▶ _Directions for this task_: Repeat every record word for word and omit the images.

▶ _Materials provided_:

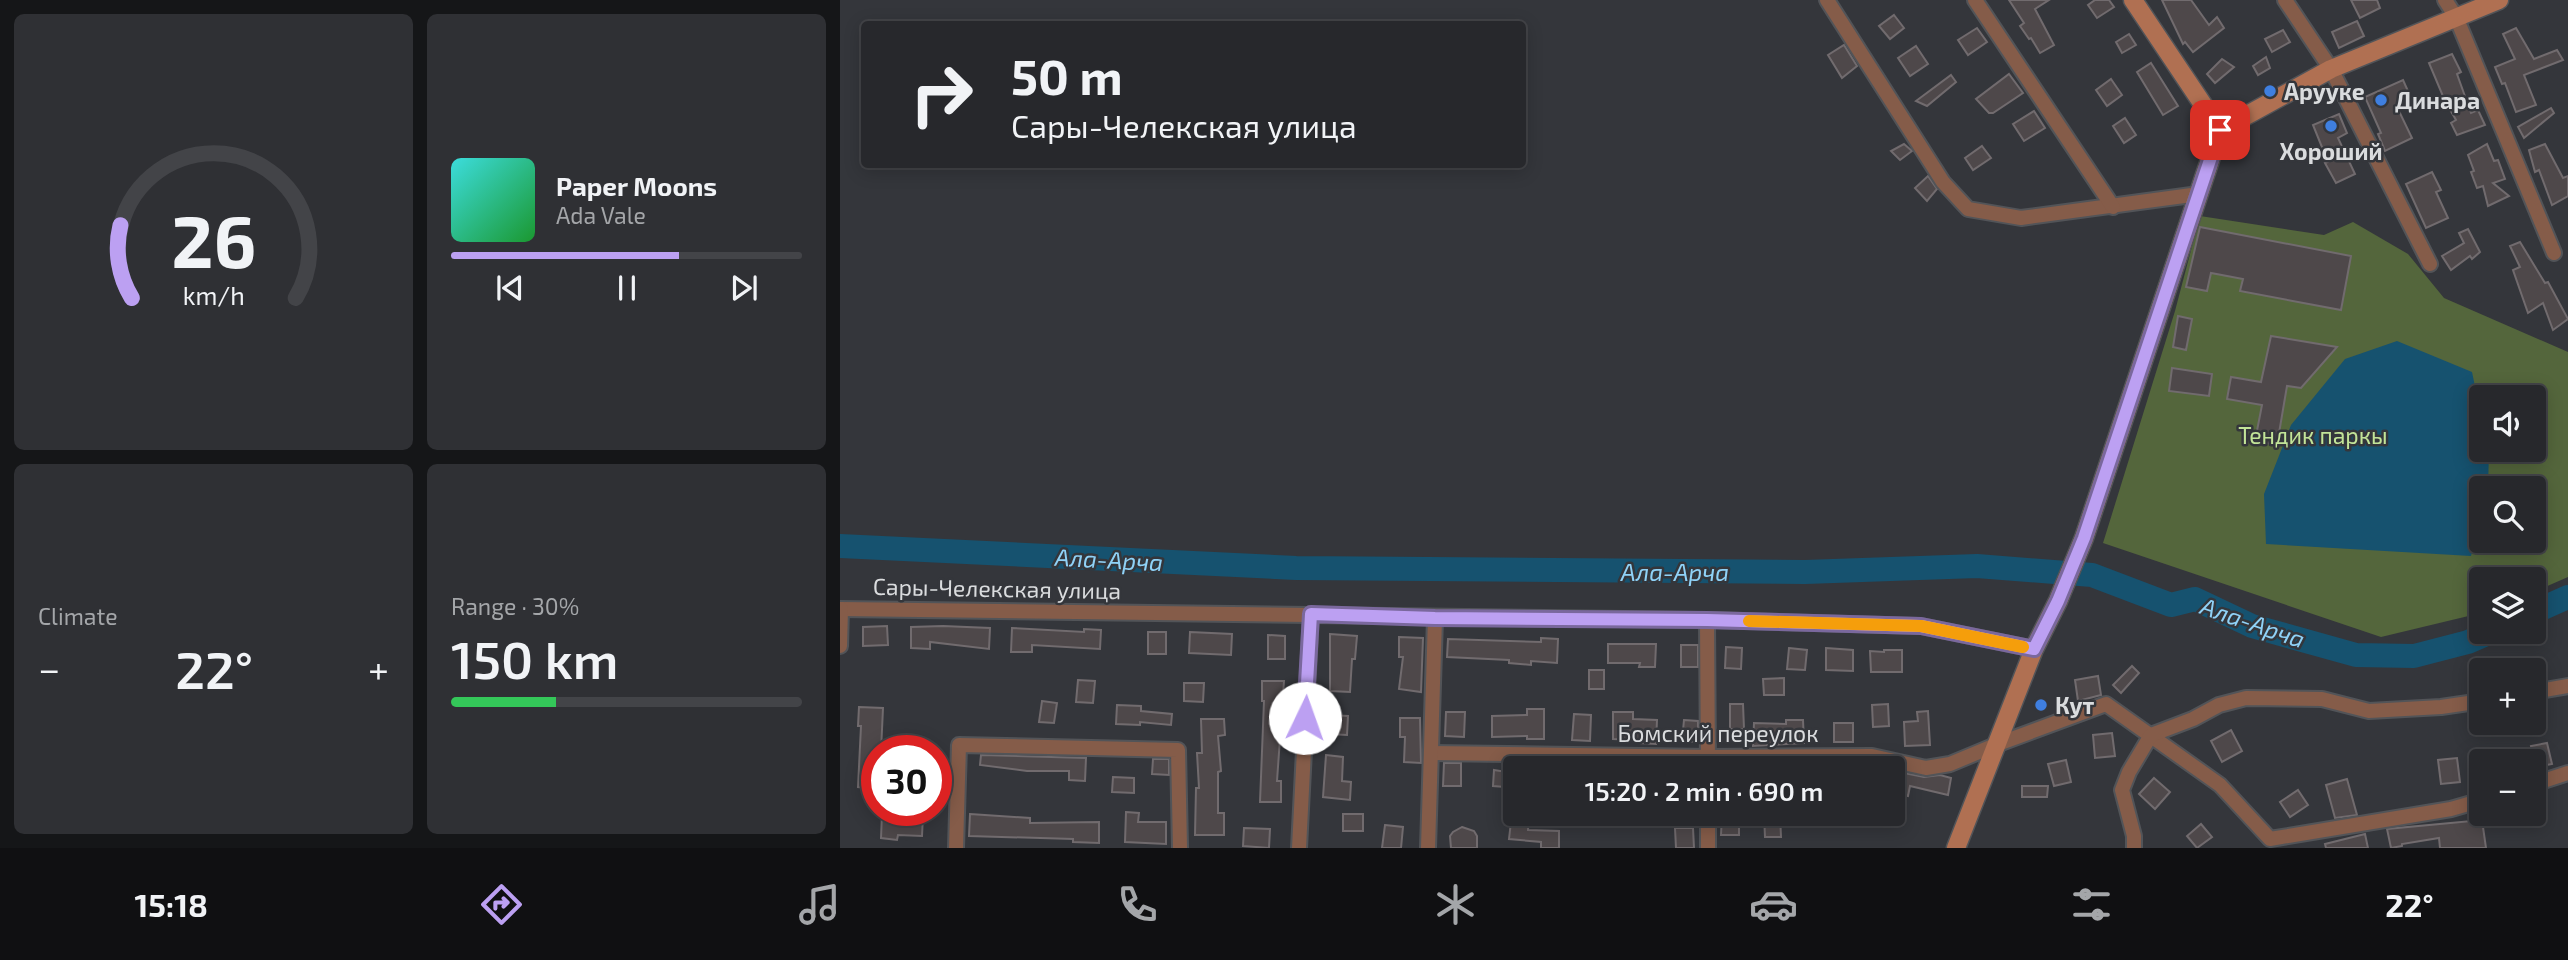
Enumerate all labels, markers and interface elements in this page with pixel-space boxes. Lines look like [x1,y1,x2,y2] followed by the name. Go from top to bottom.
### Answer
[1011,46,1123,105] text: 50 m
[896,49,987,140] icon: right
[2284,77,2365,105] place label: Арууке
[2262,83,2278,99] marker: Арууке
[2395,86,2480,114] place label: Динара
[2373,92,2389,108] marker: Динара
[2190,100,2250,160] pin
[1011,106,1357,144] text: Сары-Челекская улица
[2201,111,2239,149] icon: arrive
[2323,118,2339,134] marker: Хороший
[2280,137,2382,165] place label: Хороший
[556,170,717,201] text: Paper Moons
[171,196,256,284] text: 26
[556,201,646,229] text: Ada Vale
[491,269,529,307] icon: previous
[608,269,646,307] icon: pause
[725,269,763,307] icon: next
[182,280,245,310] text: km/h
[2469,385,2546,826] map controls
[2469,385,2546,462] button: sound
[2238,421,2388,449] park label: Тендик паркы
[2469,476,2546,553] button: search
[1053,542,1164,576] water label: Ала-Арча
[1620,557,1729,586] water label: Ала-Арча
[2469,567,2546,644] button: layers
[873,572,1121,605] street label: Сары-Челекская улица
[2196,590,2309,653] water label: Ала-Арча
[451,592,579,620] text: Range · 30%
[38,602,118,630] text: Climate
[451,627,618,689] text: 150 km
[175,637,253,699] text: 22°
[38,645,60,691] text: −
[368,645,389,691] text: +
[2469,658,2546,735] button: +
[1268,681,1342,755] position arrow
[2055,691,2094,719] place label: Кут
[2033,697,2049,713] marker: Кут
[1617,719,1819,748] street label: Бомский переулок
[861,735,952,826] speed limit sign: 30
[2469,749,2546,826] button: −
[1585,775,1823,806] text: 15:20 · 2 min · 690 m
[477,880,526,929] icon: directions
[795,880,844,929] icon: music
[1113,880,1162,929] icon: phone
[1431,880,1480,929] icon: climate
[1749,880,1798,929] icon: car
[2067,880,2116,929] icon: filters
[135,885,208,923] text: 15:18
[2385,885,2433,923] text: 22°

▶ _Final answer_:
Enumerate all labels, markers and interface elements in this page with pixel-space boxes. Lines look like [x1,y1,x2,y2] followed by the name. Go from top to bottom.
### Answer
[1011,46,1123,105] text: 50 m
[896,49,987,140] icon: right
[2284,77,2365,105] place label: Арууке
[2262,83,2278,99] marker: Арууке
[2395,86,2480,114] place label: Динара
[2373,92,2389,108] marker: Динара
[2190,100,2250,160] pin
[1011,106,1357,144] text: Сары-Челекская улица
[2201,111,2239,149] icon: arrive
[2323,118,2339,134] marker: Хороший
[2280,137,2382,165] place label: Хороший
[556,170,717,201] text: Paper Moons
[171,196,256,284] text: 26
[556,201,646,229] text: Ada Vale
[491,269,529,307] icon: previous
[608,269,646,307] icon: pause
[725,269,763,307] icon: next
[182,280,245,310] text: km/h
[2469,385,2546,826] map controls
[2469,385,2546,462] button: sound
[2238,421,2388,449] park label: Тендик паркы
[2469,476,2546,553] button: search
[1053,542,1164,576] water label: Ала-Арча
[1620,557,1729,586] water label: Ала-Арча
[2469,567,2546,644] button: layers
[873,572,1121,605] street label: Сары-Челекская улица
[2196,590,2309,653] water label: Ала-Арча
[451,592,579,620] text: Range · 30%
[38,602,118,630] text: Climate
[451,627,618,689] text: 150 km
[175,637,253,699] text: 22°
[38,645,60,691] text: −
[368,645,389,691] text: +
[2469,658,2546,735] button: +
[1268,681,1342,755] position arrow
[2055,691,2094,719] place label: Кут
[2033,697,2049,713] marker: Кут
[1617,719,1819,748] street label: Бомский переулок
[861,735,952,826] speed limit sign: 30
[2469,749,2546,826] button: −
[1585,775,1823,806] text: 15:20 · 2 min · 690 m
[477,880,526,929] icon: directions
[795,880,844,929] icon: music
[1113,880,1162,929] icon: phone
[1431,880,1480,929] icon: climate
[1749,880,1798,929] icon: car
[2067,880,2116,929] icon: filters
[135,885,208,923] text: 15:18
[2385,885,2433,923] text: 22°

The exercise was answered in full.